··· INFORMATION SUPPLIED ···
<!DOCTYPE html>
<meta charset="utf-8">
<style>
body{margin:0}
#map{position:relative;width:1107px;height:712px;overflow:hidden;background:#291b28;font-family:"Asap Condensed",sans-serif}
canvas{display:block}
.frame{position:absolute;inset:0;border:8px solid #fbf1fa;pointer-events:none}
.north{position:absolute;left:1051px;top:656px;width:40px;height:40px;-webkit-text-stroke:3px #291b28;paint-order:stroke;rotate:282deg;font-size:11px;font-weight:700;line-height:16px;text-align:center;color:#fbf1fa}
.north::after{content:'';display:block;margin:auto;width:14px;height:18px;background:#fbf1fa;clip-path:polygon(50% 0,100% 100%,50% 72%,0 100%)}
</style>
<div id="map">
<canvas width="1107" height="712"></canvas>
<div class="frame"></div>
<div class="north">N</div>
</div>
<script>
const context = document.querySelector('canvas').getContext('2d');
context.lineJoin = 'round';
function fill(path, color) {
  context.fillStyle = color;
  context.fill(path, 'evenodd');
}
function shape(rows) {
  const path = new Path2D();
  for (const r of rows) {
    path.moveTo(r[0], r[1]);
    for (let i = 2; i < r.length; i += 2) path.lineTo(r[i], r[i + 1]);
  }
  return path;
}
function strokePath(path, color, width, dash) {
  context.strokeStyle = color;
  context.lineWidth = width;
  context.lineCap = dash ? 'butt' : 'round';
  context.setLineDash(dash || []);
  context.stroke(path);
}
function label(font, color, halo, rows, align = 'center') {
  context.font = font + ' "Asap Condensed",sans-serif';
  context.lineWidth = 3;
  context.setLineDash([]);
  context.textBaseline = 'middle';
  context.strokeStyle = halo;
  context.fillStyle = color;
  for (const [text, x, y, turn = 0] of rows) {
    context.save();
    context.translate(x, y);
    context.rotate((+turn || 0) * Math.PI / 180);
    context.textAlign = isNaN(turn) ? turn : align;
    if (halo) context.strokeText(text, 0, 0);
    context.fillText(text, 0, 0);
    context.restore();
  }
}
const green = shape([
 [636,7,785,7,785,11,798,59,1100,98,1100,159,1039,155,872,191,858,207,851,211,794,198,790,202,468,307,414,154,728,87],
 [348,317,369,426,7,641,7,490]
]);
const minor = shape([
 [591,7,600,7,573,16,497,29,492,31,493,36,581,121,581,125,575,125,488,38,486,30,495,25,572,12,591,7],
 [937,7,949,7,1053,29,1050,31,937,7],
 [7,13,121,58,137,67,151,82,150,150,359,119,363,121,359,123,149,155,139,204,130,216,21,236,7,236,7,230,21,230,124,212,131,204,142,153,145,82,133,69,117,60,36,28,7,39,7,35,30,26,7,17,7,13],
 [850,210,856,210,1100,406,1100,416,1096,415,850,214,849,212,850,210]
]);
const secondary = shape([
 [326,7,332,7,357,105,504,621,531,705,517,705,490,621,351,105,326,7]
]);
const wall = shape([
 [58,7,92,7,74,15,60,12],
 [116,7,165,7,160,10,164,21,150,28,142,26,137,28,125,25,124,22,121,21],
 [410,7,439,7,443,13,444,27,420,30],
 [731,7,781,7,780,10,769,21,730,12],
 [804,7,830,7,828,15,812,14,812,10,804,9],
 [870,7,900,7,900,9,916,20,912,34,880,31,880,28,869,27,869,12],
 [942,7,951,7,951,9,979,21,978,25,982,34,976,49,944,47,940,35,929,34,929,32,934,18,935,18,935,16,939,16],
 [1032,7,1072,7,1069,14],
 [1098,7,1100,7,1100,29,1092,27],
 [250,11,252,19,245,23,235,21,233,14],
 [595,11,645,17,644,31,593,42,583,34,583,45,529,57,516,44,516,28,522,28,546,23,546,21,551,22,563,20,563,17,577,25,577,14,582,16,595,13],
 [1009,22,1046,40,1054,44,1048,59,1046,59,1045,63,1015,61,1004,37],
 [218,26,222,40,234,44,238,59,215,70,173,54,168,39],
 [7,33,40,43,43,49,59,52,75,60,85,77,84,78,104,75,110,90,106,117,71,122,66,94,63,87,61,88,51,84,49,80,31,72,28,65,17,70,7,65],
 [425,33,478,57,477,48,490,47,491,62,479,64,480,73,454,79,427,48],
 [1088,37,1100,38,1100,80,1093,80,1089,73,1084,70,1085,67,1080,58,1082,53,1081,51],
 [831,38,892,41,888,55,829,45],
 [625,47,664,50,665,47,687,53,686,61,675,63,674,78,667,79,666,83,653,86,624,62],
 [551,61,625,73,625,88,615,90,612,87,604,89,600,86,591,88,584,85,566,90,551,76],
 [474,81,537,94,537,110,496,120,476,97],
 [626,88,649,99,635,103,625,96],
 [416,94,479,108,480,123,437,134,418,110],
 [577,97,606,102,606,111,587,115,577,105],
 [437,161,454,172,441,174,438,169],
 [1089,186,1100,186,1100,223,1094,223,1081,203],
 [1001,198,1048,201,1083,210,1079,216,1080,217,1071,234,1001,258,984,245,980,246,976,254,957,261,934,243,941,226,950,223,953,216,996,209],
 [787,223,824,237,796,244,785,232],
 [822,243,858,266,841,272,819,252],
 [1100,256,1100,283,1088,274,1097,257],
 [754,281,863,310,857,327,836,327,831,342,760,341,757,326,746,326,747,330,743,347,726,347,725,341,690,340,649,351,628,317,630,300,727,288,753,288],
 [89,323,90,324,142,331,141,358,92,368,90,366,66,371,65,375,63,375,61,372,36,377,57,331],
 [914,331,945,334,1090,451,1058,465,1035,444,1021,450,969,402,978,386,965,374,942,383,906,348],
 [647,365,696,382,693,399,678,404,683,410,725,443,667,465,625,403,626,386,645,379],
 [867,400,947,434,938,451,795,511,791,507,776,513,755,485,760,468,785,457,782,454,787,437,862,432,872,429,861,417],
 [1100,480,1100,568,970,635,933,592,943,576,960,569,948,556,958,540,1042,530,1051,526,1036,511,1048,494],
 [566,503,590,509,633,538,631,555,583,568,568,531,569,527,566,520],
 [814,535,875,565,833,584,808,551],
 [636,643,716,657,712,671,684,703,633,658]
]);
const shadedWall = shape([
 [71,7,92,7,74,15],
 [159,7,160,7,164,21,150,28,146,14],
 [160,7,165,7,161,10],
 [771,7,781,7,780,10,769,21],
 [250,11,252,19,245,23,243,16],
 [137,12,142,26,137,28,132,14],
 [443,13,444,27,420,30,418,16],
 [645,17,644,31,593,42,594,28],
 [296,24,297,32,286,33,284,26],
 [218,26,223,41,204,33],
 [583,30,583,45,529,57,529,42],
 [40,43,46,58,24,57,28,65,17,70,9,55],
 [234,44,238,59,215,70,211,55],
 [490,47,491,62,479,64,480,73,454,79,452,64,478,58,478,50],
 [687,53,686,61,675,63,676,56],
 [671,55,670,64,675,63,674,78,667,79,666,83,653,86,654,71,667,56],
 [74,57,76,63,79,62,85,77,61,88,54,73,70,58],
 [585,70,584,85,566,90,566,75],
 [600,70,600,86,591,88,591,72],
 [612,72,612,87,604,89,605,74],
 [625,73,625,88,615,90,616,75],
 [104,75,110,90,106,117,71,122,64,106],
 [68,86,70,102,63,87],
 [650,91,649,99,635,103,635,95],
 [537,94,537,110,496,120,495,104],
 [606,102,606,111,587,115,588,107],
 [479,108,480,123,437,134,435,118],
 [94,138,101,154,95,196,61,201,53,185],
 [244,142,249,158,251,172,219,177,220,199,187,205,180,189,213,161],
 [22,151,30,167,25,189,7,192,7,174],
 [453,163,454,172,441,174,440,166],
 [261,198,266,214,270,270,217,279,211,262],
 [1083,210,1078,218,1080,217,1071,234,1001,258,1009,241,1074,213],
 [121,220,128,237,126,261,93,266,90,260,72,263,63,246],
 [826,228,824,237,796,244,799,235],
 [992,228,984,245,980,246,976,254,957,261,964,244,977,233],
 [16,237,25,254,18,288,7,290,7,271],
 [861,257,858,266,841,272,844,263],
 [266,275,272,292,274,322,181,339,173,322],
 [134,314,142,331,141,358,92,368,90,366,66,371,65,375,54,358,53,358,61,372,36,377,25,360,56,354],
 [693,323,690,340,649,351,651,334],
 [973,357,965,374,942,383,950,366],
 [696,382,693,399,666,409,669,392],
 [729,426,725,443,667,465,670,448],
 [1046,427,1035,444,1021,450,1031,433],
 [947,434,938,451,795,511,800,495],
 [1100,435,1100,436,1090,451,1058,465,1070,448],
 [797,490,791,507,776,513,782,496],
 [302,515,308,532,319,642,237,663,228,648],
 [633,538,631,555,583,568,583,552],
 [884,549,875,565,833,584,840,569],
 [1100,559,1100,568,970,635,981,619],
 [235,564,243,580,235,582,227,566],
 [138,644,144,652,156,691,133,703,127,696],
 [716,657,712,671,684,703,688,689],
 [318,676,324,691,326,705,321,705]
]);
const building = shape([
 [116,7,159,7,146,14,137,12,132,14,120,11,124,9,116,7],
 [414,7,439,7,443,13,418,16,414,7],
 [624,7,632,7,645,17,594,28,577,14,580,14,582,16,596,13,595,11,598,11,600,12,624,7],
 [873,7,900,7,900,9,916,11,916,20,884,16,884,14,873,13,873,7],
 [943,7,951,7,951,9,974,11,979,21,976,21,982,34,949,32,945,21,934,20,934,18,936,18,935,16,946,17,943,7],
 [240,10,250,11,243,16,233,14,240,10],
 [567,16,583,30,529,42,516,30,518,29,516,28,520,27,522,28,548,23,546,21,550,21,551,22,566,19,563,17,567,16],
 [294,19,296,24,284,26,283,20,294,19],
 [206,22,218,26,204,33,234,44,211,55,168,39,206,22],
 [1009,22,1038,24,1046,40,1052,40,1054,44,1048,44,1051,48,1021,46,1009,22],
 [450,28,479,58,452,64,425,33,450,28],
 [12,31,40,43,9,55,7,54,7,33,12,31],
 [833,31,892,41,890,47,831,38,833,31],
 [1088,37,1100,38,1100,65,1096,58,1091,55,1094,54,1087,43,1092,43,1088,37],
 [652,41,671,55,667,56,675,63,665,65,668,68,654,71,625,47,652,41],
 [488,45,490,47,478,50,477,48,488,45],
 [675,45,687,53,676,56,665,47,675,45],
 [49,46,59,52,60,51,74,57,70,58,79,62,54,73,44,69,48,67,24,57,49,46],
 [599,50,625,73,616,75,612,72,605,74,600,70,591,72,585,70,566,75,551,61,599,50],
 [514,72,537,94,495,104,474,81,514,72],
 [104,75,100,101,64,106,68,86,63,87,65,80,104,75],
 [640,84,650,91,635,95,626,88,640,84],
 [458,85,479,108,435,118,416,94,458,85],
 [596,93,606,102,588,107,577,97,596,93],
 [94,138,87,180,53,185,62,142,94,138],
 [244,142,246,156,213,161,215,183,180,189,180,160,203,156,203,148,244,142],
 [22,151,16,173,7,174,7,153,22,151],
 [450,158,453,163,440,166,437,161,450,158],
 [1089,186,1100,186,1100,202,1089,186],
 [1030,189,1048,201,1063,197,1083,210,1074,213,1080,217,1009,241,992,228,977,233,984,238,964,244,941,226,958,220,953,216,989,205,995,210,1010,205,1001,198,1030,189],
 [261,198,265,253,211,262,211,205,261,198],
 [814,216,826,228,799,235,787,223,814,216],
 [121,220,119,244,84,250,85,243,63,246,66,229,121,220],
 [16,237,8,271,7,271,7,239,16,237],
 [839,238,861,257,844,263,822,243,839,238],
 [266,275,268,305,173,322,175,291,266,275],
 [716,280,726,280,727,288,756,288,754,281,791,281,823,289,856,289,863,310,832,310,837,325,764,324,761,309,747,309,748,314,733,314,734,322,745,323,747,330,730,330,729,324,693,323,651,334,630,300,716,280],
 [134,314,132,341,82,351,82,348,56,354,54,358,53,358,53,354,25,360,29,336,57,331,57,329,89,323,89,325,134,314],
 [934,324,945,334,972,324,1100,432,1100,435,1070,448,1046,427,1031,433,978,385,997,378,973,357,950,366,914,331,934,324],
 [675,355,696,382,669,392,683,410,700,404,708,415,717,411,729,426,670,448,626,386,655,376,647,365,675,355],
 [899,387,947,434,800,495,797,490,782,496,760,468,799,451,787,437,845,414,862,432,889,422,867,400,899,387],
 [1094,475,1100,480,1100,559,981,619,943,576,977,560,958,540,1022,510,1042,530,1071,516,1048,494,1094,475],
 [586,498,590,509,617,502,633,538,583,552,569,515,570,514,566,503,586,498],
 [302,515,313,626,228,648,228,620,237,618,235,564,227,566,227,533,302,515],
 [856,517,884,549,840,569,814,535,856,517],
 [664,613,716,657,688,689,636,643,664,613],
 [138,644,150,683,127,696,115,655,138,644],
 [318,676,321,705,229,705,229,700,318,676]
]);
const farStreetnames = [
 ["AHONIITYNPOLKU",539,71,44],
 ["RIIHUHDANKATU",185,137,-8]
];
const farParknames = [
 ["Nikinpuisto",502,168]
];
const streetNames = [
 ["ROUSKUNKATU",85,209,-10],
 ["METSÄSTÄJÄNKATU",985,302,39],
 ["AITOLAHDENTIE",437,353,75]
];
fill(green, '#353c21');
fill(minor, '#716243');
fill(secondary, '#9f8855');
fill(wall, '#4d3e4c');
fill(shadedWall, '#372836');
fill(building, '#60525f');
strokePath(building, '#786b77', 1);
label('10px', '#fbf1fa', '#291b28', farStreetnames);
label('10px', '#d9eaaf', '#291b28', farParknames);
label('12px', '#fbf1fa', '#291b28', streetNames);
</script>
···
Search the entries above for lines containing the word "setLineDash", and copy each one.

#### RESULT:
  context.setLineDash(dash || []);
  context.setLineDash([]);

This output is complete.